#### What to work on:
Going through the entries below, count each line that holds "tools" and give only the total.
Data under study Block Start
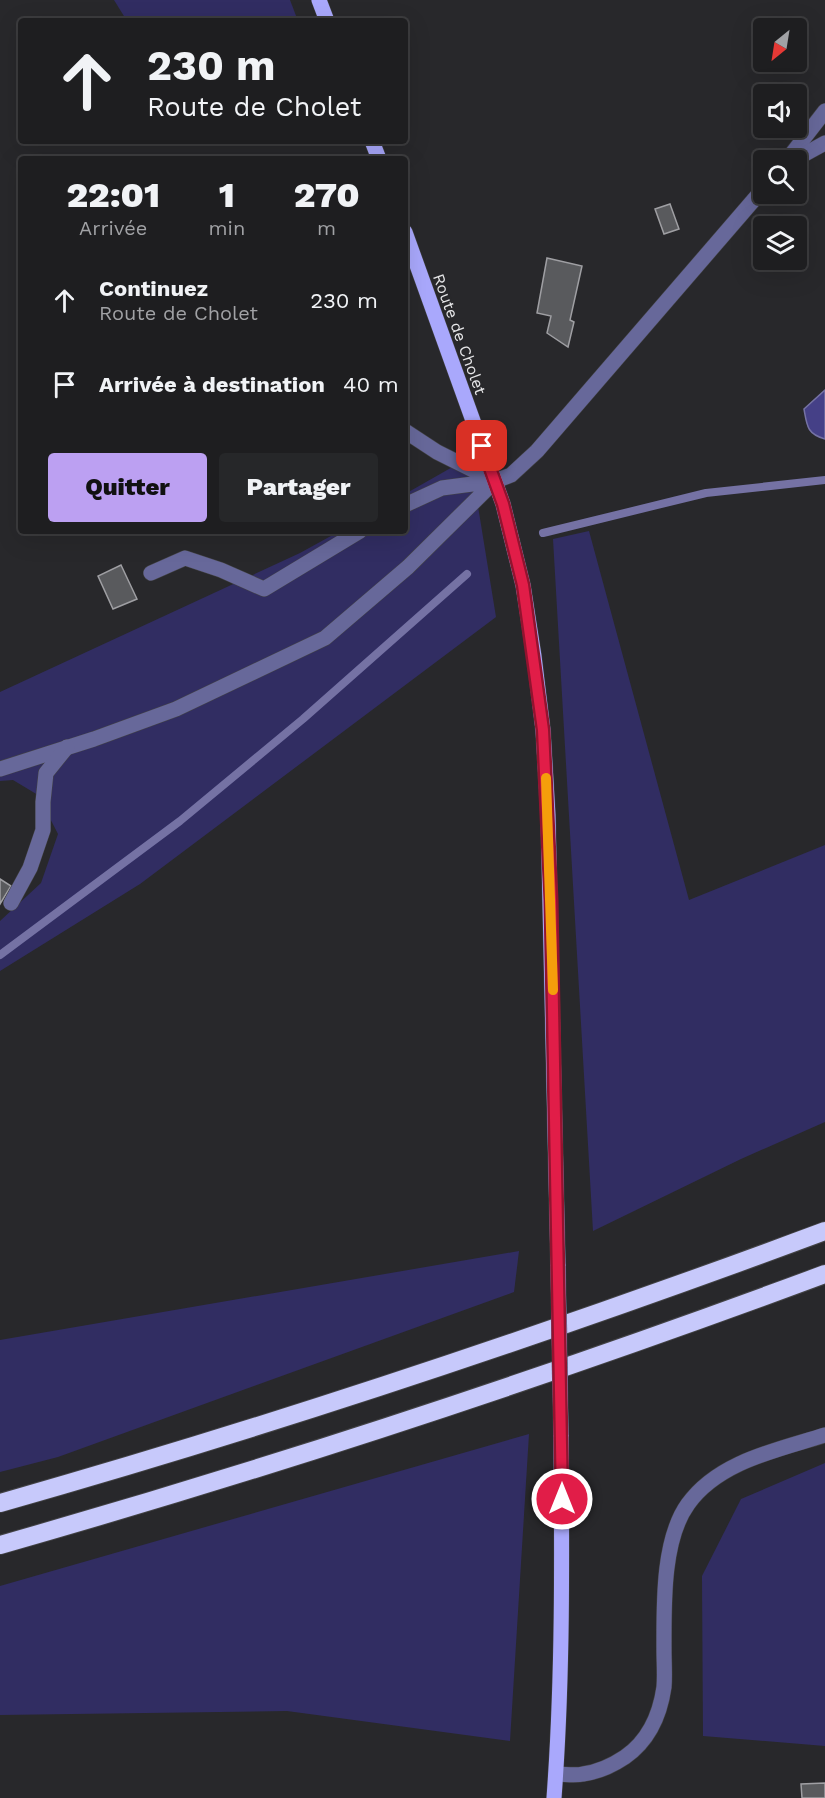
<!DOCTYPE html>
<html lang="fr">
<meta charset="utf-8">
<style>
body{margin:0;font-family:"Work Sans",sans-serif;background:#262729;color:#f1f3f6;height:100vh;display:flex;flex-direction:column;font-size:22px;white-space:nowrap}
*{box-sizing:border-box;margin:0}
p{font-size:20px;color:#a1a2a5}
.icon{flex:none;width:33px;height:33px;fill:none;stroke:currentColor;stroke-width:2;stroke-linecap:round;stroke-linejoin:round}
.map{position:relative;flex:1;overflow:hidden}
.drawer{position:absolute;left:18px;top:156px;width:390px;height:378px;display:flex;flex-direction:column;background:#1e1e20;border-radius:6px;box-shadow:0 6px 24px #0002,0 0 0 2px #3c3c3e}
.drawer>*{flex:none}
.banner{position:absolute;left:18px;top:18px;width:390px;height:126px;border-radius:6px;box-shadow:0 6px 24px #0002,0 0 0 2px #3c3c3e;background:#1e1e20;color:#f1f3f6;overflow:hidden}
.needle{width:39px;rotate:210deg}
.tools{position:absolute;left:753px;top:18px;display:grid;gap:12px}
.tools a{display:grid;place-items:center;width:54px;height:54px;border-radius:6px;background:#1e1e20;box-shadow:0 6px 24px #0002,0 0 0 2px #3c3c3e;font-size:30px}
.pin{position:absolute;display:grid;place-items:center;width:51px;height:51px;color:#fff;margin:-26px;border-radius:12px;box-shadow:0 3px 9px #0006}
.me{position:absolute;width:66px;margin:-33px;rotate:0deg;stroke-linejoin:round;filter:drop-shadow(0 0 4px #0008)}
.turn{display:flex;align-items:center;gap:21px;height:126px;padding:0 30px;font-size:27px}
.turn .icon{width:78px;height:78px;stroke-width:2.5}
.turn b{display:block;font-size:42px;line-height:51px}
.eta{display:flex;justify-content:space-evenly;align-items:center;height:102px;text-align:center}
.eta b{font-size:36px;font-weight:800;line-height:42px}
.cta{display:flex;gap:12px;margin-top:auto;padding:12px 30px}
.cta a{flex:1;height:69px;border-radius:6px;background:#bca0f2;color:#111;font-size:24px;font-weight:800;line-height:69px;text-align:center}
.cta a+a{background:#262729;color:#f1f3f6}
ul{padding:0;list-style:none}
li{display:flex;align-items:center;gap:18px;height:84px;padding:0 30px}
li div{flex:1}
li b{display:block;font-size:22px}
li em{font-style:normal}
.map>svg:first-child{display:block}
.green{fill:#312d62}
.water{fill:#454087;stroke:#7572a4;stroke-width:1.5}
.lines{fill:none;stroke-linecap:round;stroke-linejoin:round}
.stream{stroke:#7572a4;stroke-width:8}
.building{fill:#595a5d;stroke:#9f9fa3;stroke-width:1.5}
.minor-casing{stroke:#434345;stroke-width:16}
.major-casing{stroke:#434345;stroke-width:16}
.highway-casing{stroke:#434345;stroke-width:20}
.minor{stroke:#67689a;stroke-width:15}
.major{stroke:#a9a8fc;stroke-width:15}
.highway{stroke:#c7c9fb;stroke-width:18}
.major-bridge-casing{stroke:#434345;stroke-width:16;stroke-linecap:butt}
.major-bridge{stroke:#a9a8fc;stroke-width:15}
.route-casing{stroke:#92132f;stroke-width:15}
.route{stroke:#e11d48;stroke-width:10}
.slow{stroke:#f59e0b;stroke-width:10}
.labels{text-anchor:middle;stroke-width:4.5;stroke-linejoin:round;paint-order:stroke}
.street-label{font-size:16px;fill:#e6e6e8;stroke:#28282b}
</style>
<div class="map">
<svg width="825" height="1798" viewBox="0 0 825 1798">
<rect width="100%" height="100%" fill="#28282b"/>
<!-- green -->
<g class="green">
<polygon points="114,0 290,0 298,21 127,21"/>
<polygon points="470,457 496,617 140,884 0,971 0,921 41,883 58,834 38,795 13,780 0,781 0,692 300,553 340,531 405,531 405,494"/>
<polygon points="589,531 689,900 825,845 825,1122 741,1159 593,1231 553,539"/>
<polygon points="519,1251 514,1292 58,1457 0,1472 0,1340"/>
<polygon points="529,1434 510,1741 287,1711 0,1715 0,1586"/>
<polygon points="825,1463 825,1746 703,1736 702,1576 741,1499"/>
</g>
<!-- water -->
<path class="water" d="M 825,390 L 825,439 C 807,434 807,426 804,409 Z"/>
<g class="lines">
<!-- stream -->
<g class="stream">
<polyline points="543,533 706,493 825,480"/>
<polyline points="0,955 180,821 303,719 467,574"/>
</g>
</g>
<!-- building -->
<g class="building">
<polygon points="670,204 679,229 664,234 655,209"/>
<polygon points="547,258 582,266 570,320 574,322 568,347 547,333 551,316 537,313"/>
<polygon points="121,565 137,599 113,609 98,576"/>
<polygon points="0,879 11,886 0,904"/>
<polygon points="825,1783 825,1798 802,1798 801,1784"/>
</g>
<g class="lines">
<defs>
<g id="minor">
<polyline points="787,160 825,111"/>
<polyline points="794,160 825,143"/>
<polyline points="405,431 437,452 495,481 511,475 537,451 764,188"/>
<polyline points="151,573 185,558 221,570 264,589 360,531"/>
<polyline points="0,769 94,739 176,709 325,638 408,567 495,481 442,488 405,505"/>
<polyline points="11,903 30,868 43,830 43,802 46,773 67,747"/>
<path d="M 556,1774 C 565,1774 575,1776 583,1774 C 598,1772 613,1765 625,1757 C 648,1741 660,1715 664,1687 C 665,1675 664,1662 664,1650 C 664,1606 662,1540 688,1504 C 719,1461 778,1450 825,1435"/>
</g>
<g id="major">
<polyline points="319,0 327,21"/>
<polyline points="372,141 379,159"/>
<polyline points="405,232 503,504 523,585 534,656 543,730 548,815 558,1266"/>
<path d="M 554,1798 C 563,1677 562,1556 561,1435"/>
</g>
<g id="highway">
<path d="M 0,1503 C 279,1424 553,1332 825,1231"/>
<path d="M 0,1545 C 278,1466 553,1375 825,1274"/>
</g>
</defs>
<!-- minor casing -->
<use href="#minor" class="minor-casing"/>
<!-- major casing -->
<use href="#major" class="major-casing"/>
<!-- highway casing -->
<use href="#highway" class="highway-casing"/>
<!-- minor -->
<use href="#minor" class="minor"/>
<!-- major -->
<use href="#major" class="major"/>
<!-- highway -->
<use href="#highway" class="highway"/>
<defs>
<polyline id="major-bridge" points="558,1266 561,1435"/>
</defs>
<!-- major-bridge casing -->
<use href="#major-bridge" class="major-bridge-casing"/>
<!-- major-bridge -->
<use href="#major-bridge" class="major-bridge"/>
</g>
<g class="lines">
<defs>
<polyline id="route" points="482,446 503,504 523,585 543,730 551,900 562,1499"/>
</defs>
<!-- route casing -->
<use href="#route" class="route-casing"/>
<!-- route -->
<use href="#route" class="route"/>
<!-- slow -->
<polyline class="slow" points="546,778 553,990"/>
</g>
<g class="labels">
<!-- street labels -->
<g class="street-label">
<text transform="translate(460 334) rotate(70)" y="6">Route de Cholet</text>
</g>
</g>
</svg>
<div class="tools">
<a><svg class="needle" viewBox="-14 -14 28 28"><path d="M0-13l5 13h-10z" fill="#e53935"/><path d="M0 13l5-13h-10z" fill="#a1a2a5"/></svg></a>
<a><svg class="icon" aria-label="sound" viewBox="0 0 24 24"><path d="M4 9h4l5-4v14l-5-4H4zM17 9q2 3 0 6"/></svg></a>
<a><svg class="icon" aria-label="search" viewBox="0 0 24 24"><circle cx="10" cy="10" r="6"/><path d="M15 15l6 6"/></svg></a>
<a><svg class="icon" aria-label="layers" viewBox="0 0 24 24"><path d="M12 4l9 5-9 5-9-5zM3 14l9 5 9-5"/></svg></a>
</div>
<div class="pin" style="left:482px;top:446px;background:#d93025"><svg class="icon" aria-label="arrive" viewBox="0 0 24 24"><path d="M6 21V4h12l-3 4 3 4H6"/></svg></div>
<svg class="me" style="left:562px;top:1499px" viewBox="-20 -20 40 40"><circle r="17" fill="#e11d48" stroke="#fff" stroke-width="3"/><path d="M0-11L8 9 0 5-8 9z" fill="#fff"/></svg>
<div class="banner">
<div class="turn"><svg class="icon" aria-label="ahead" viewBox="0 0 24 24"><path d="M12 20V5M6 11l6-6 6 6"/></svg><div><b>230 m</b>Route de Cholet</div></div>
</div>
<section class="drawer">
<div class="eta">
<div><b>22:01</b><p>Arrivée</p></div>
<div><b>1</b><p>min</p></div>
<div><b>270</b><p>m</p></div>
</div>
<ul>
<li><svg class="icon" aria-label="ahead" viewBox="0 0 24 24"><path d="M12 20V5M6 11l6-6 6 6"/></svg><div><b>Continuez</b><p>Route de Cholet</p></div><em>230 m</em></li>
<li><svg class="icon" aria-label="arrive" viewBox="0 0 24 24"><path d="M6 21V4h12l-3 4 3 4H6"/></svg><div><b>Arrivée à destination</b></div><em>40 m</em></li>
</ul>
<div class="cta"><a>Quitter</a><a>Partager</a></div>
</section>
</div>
Data under study Block End
#### Task solution:
3